* **TASK GOAL**:
If a line of the data below holds the string "button", copy it.

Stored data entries
————
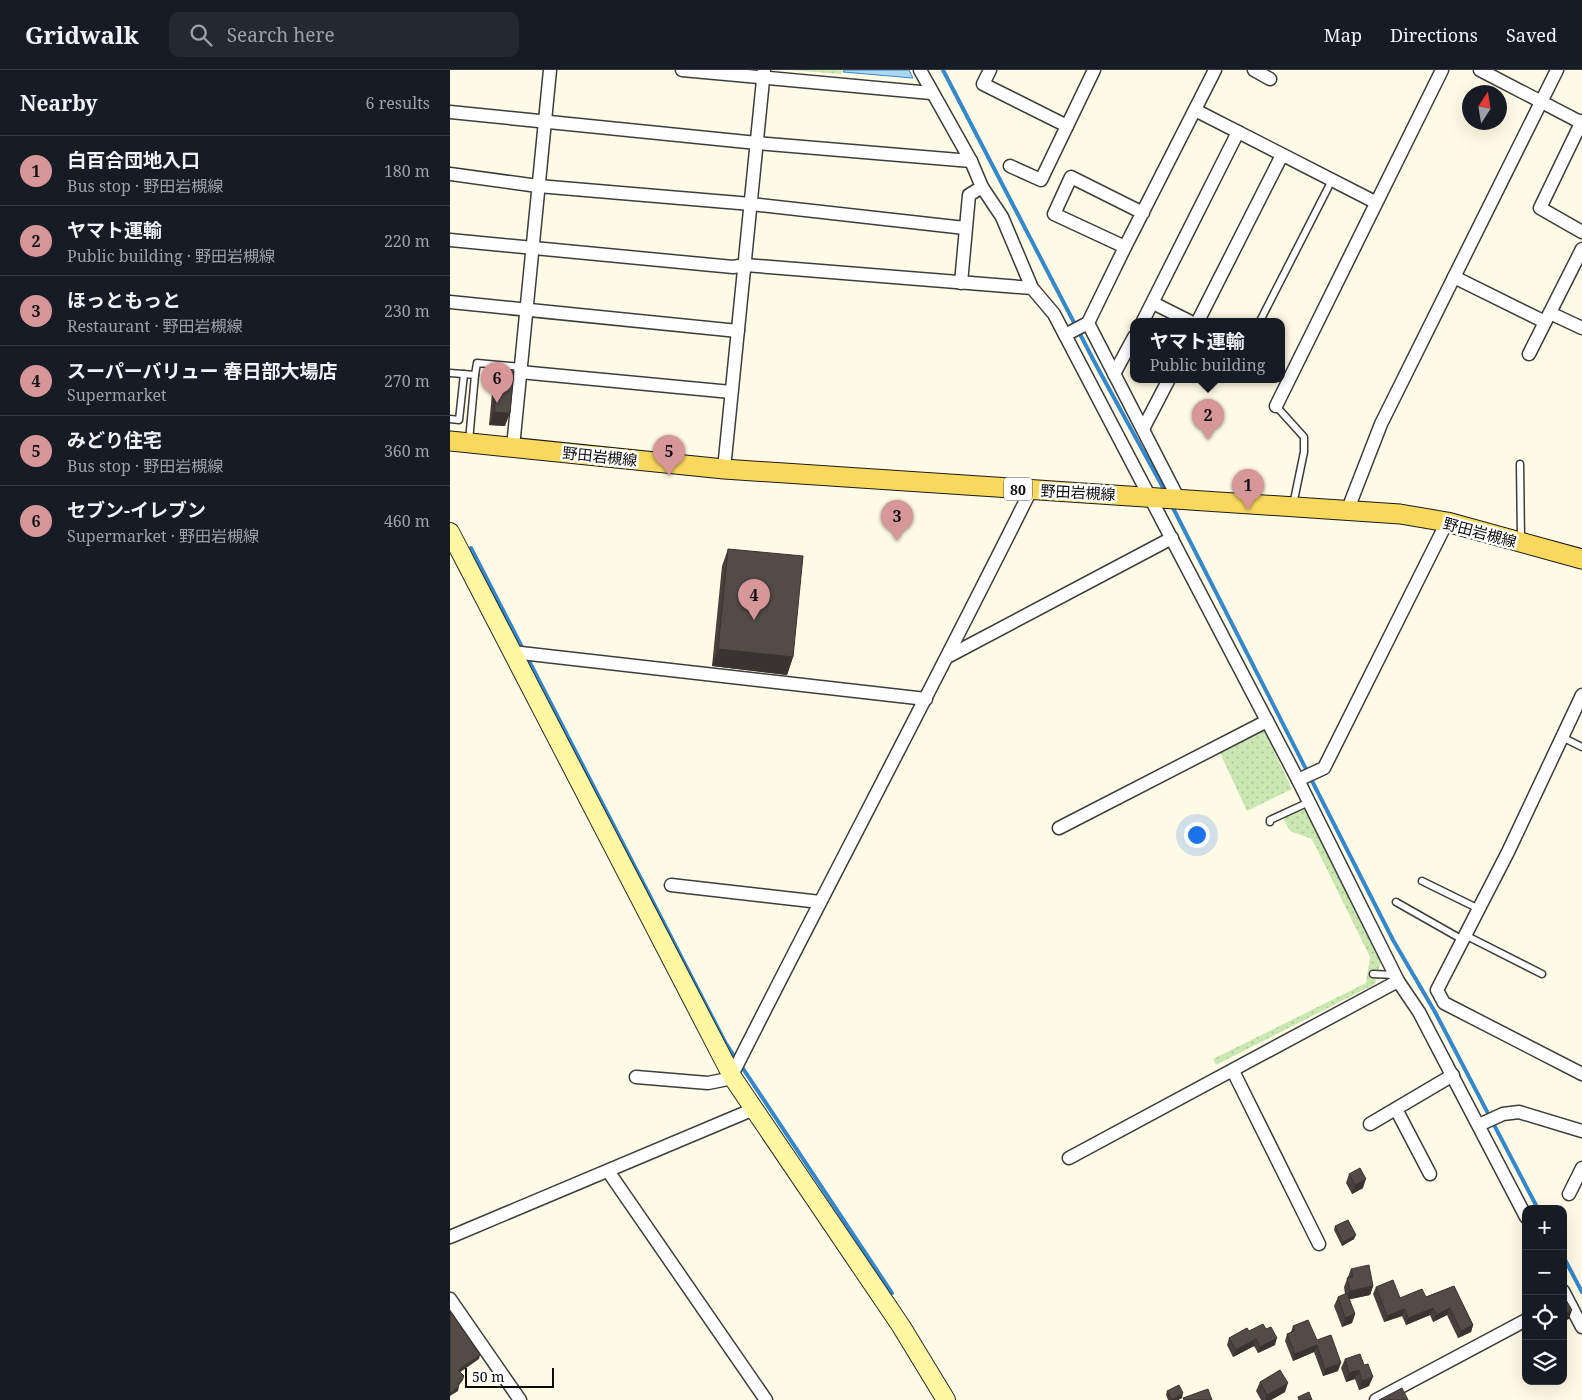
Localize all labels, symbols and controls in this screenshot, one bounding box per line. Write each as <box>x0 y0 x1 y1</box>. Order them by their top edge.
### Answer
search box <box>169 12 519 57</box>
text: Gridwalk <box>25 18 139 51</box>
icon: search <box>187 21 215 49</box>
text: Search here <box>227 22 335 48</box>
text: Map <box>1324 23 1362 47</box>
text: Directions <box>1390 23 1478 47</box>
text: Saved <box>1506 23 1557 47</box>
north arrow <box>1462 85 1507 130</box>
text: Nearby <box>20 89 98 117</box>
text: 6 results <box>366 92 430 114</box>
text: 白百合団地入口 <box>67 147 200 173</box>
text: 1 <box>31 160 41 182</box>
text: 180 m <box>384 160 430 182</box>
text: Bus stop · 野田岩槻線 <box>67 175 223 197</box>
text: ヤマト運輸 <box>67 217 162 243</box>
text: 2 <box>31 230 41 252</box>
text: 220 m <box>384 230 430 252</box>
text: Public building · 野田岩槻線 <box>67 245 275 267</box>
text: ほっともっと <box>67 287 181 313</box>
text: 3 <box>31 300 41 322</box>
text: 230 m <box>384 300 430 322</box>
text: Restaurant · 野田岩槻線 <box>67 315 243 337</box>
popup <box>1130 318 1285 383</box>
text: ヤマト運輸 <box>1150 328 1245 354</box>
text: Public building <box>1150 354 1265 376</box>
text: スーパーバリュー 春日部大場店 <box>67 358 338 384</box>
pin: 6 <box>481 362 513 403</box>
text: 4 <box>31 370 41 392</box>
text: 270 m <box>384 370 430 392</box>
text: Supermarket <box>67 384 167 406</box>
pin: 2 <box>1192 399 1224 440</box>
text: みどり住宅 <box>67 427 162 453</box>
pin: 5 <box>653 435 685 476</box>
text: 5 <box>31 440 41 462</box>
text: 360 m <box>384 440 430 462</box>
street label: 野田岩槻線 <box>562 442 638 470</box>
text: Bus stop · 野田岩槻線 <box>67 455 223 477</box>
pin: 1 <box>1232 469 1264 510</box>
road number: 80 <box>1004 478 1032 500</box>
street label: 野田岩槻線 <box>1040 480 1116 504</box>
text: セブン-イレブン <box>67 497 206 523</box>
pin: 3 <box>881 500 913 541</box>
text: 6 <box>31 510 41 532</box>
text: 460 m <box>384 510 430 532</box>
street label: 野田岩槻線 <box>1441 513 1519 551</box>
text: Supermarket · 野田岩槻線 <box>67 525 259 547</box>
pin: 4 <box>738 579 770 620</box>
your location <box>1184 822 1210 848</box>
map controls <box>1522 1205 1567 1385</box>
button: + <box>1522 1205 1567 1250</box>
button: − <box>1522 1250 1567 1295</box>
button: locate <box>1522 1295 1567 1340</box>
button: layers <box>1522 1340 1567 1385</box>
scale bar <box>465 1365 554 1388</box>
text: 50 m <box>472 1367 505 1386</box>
————
* **ANSWER TO THE PROBLEM**:
button: + <box>1522 1205 1567 1250</box>
button: − <box>1522 1250 1567 1295</box>
button: locate <box>1522 1295 1567 1340</box>
button: layers <box>1522 1340 1567 1385</box>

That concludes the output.